- YOUR GOAL
If a line in the records below holds the word "anchor", copy it.
Start of SUPPLIED MATERIAL
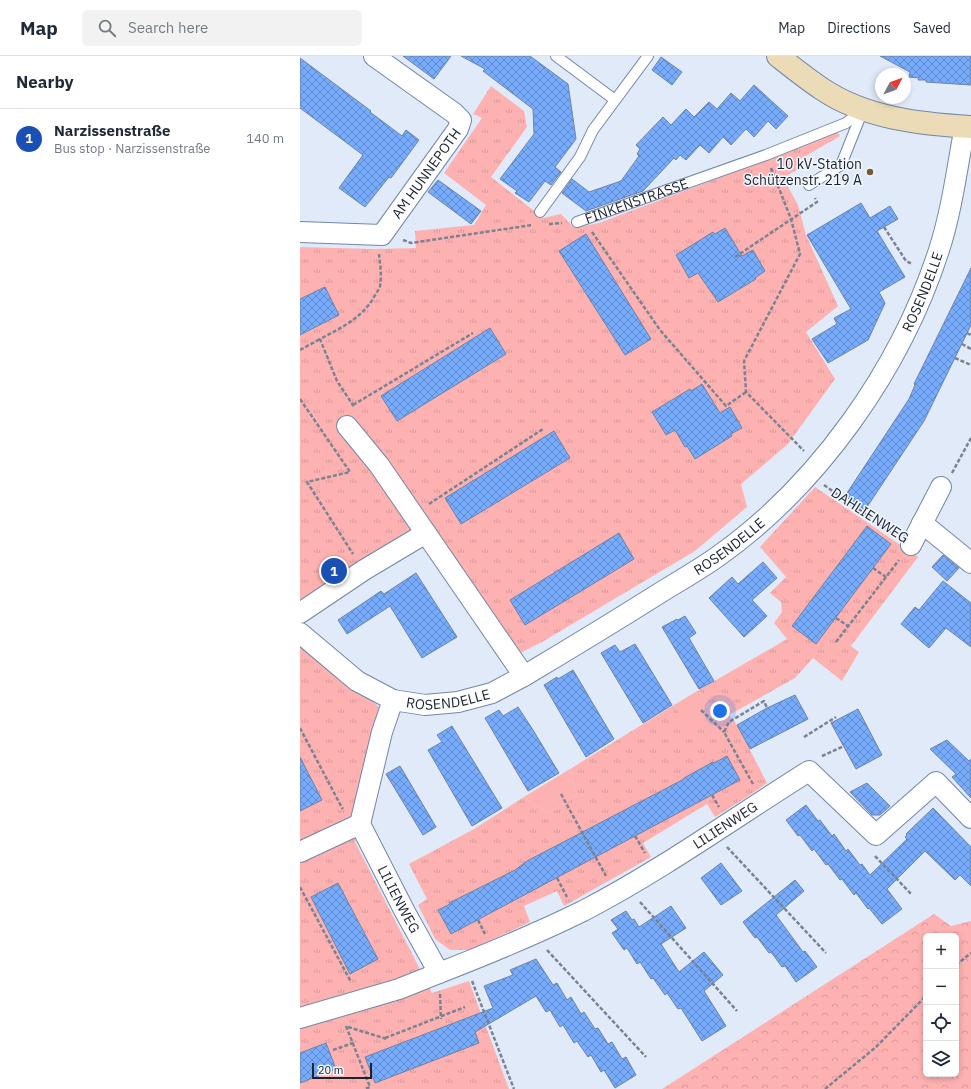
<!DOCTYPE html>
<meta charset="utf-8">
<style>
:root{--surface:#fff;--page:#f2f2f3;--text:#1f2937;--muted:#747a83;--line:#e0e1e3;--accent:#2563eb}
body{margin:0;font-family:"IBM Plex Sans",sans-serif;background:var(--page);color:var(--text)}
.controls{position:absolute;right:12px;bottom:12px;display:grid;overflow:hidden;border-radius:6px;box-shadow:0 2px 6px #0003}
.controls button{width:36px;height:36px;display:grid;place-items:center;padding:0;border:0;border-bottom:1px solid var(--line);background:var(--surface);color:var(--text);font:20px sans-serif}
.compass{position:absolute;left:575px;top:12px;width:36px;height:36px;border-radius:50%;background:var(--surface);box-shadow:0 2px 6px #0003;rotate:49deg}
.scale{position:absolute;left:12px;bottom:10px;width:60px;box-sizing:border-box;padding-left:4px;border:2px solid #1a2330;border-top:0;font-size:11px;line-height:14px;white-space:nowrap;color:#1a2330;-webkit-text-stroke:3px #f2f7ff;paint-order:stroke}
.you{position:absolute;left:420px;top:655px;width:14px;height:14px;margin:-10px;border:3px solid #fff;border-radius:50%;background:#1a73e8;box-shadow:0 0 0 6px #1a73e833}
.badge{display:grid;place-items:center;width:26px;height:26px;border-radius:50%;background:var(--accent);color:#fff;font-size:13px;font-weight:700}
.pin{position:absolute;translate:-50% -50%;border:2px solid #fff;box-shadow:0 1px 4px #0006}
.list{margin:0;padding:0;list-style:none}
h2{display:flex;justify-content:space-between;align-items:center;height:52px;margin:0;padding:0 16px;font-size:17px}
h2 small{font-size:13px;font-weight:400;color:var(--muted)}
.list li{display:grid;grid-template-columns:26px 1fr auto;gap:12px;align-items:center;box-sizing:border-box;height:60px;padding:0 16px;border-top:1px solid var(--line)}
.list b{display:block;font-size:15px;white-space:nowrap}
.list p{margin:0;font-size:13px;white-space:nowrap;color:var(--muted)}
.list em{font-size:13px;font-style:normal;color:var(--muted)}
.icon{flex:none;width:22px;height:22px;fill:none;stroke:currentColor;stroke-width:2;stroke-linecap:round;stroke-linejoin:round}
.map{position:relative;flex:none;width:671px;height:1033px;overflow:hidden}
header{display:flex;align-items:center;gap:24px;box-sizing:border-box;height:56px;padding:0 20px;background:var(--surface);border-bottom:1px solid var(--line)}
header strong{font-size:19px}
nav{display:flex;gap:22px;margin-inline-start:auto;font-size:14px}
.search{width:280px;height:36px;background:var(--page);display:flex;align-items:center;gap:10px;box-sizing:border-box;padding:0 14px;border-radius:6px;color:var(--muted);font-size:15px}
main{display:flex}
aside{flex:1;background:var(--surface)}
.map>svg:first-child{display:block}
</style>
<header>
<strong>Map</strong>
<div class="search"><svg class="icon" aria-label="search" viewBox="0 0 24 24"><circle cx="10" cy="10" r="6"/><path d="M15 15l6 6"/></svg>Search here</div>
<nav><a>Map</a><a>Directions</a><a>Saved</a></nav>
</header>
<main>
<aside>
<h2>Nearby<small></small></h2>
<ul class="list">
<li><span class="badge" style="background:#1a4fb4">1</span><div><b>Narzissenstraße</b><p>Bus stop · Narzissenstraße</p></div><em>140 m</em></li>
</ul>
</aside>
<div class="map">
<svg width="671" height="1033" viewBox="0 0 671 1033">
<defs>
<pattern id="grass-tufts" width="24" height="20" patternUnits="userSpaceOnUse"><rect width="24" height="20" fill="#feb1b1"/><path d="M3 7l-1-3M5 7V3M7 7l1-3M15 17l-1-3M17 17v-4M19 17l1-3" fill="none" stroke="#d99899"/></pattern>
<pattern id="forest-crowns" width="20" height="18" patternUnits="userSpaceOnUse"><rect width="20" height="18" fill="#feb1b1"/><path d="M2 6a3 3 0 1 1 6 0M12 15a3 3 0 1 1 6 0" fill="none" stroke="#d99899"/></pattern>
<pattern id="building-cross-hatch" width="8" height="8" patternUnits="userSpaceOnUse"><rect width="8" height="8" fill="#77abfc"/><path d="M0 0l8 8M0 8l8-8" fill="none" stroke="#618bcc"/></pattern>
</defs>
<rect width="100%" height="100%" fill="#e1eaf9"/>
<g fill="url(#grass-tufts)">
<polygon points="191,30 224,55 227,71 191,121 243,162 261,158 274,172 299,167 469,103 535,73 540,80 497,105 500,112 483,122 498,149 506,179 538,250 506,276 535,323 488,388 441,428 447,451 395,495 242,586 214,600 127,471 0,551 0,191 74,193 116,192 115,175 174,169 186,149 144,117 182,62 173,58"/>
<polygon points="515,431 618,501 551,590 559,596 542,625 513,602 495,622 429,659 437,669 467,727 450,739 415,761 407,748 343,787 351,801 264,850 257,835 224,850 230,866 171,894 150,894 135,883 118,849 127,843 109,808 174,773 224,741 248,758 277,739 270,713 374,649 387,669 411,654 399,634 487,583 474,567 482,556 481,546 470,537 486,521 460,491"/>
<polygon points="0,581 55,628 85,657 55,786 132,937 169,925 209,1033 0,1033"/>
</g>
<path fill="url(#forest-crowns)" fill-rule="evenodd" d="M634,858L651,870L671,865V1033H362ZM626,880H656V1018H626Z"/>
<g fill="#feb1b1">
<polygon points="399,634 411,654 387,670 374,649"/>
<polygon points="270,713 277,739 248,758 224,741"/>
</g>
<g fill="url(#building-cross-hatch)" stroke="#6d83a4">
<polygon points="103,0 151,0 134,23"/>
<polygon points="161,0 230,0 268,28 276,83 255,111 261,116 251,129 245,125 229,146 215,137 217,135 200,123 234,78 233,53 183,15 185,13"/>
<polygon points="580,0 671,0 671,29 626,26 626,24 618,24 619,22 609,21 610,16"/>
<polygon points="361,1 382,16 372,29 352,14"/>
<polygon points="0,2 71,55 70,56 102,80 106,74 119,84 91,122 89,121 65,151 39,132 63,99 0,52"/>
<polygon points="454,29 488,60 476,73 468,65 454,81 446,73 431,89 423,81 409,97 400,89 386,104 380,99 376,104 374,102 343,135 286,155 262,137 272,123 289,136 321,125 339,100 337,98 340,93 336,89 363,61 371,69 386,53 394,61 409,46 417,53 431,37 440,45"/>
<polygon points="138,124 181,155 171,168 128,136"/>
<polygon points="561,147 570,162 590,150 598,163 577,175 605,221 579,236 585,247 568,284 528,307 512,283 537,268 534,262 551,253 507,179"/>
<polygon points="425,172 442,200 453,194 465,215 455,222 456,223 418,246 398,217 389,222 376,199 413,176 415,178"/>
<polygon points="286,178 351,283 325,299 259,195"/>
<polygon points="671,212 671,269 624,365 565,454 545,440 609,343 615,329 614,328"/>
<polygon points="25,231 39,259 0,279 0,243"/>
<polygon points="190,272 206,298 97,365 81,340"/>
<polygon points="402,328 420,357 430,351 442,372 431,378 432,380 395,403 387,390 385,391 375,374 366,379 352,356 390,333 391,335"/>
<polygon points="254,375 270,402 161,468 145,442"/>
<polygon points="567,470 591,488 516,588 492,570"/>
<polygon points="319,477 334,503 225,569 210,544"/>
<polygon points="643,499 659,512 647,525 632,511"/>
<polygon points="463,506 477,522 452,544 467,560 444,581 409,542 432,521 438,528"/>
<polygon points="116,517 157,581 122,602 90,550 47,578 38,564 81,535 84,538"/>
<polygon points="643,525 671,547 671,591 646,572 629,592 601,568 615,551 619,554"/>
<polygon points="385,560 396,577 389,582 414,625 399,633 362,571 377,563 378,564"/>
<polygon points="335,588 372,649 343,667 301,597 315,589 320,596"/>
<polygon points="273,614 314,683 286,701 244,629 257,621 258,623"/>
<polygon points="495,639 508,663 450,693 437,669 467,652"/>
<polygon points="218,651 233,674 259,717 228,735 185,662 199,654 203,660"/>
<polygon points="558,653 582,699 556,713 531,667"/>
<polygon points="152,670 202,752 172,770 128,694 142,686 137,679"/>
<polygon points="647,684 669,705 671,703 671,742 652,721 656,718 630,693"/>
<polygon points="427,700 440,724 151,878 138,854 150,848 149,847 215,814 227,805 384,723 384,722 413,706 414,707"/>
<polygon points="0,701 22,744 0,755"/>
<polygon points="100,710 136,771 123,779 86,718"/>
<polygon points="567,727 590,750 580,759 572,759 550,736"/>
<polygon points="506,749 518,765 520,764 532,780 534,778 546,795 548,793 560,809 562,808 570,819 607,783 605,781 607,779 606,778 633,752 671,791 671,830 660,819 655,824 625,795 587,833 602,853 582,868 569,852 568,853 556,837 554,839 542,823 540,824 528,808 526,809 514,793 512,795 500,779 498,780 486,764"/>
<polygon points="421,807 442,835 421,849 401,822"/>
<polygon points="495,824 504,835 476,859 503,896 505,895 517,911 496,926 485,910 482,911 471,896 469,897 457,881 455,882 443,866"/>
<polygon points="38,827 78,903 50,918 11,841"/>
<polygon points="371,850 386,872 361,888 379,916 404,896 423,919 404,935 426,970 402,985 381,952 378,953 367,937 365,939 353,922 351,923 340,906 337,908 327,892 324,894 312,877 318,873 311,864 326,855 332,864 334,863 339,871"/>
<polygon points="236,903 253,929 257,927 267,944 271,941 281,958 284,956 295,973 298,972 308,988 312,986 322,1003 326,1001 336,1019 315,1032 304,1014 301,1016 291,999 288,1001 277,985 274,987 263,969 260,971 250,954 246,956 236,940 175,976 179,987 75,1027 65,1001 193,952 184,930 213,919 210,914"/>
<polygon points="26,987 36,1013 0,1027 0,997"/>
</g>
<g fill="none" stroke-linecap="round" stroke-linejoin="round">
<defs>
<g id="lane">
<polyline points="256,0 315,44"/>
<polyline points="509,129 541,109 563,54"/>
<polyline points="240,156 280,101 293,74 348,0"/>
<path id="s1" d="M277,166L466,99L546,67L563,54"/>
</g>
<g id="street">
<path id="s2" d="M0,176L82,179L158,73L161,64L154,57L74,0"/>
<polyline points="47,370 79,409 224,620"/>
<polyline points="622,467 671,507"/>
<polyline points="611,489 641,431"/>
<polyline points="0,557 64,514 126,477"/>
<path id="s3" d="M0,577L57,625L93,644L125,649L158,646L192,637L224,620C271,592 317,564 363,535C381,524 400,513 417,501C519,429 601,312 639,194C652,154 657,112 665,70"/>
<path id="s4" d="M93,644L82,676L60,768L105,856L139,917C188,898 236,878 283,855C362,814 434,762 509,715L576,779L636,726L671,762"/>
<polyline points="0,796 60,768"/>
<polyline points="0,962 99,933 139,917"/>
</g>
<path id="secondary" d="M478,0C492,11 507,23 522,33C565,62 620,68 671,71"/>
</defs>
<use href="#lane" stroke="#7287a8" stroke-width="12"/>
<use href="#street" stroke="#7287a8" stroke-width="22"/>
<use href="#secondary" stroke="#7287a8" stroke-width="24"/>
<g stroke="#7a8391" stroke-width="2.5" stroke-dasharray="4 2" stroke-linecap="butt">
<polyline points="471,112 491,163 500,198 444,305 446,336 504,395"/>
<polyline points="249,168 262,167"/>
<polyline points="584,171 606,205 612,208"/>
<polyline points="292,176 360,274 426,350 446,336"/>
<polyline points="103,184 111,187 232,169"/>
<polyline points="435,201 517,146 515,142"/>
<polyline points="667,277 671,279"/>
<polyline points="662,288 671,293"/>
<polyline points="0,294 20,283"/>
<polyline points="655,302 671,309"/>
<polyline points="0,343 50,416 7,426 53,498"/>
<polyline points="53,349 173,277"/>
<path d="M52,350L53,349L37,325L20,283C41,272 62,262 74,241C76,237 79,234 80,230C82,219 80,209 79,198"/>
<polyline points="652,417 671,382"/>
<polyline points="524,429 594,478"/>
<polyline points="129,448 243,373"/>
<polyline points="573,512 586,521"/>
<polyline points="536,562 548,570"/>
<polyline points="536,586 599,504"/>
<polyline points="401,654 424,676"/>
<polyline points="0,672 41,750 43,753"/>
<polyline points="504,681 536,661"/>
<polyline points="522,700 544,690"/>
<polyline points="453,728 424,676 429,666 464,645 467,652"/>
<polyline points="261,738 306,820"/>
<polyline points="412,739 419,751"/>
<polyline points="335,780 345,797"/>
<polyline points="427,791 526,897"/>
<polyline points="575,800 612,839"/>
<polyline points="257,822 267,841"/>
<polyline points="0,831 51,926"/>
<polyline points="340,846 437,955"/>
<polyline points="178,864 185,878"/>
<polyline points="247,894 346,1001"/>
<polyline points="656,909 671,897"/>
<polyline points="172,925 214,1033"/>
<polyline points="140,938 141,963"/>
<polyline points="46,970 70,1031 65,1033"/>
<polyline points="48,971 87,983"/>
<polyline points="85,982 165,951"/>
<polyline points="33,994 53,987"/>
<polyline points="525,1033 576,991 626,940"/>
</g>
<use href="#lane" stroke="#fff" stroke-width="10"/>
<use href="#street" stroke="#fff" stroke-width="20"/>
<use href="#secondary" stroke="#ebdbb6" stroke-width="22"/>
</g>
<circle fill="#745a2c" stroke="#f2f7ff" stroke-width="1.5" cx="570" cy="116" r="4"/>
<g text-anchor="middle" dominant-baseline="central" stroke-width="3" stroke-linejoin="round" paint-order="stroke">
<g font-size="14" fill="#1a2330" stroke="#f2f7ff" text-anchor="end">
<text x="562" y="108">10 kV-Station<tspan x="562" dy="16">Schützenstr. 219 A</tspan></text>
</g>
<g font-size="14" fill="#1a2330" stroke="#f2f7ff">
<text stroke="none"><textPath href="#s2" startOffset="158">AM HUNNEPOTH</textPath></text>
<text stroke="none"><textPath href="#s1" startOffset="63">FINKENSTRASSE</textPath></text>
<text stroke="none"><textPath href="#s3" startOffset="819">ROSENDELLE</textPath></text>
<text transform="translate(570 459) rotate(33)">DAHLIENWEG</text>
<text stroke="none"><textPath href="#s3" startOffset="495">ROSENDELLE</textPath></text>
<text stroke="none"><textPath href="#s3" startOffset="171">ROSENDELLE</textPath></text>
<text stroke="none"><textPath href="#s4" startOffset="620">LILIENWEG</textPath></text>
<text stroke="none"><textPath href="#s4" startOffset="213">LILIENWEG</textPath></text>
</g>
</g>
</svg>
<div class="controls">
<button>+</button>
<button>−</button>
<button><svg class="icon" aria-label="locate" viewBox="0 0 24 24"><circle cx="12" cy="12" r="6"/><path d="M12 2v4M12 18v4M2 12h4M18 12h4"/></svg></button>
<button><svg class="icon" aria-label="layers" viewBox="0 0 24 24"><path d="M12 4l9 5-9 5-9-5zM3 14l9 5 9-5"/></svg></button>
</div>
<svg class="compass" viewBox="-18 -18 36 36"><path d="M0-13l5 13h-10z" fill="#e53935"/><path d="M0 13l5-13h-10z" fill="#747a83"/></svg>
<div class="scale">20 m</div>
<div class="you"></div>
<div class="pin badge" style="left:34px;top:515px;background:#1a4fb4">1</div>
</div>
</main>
End of SUPPLIED MATERIAL
- RESPONSE
<g text-anchor="middle" dominant-baseline="central" stroke-width="3" stroke-linejoin="round" paint-order="stroke">
<g font-size="14" fill="#1a2330" stroke="#f2f7ff" text-anchor="end">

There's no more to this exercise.